INFORMATION GIVEN: Begin

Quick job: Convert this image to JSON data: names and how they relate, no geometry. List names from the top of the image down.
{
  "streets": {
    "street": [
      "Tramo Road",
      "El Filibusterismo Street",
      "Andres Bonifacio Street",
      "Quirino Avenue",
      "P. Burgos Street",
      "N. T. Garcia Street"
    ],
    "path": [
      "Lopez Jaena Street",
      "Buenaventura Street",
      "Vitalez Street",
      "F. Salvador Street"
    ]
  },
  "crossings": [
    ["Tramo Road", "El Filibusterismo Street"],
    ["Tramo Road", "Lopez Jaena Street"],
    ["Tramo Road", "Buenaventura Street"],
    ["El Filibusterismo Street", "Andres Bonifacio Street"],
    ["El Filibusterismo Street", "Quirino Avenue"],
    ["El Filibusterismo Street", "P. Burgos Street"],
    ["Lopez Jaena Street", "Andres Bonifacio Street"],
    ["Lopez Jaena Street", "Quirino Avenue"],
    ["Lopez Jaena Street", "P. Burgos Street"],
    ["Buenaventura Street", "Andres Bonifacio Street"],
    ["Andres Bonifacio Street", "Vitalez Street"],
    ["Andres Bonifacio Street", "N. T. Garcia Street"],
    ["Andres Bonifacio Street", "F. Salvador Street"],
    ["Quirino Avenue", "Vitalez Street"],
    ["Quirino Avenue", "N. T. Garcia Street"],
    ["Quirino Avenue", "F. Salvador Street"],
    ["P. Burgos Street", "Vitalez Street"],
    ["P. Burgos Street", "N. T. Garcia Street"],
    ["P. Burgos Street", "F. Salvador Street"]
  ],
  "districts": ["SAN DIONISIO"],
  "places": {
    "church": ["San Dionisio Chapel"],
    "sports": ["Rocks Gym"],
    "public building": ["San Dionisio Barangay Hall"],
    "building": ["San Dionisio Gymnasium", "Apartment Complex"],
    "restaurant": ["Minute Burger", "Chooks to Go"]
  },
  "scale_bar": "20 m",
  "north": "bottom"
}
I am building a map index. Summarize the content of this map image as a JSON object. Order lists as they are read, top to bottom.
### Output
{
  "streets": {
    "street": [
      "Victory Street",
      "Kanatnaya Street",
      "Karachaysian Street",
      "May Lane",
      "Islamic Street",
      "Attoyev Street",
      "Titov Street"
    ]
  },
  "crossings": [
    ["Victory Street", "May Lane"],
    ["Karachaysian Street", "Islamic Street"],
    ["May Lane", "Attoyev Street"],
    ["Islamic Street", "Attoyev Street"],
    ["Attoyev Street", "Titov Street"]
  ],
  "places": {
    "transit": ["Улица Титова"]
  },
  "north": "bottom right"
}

INFORMATION GIVEN: End

▶ WORK ITEM
Every line that contains "Road" should be copied out of the data.

▶ SOLUTION BELOW
      "Tramo Road",
    ["Tramo Road", "El Filibusterismo Street"],
    ["Tramo Road", "Lopez Jaena Street"],
    ["Tramo Road", "Buenaventura Street"],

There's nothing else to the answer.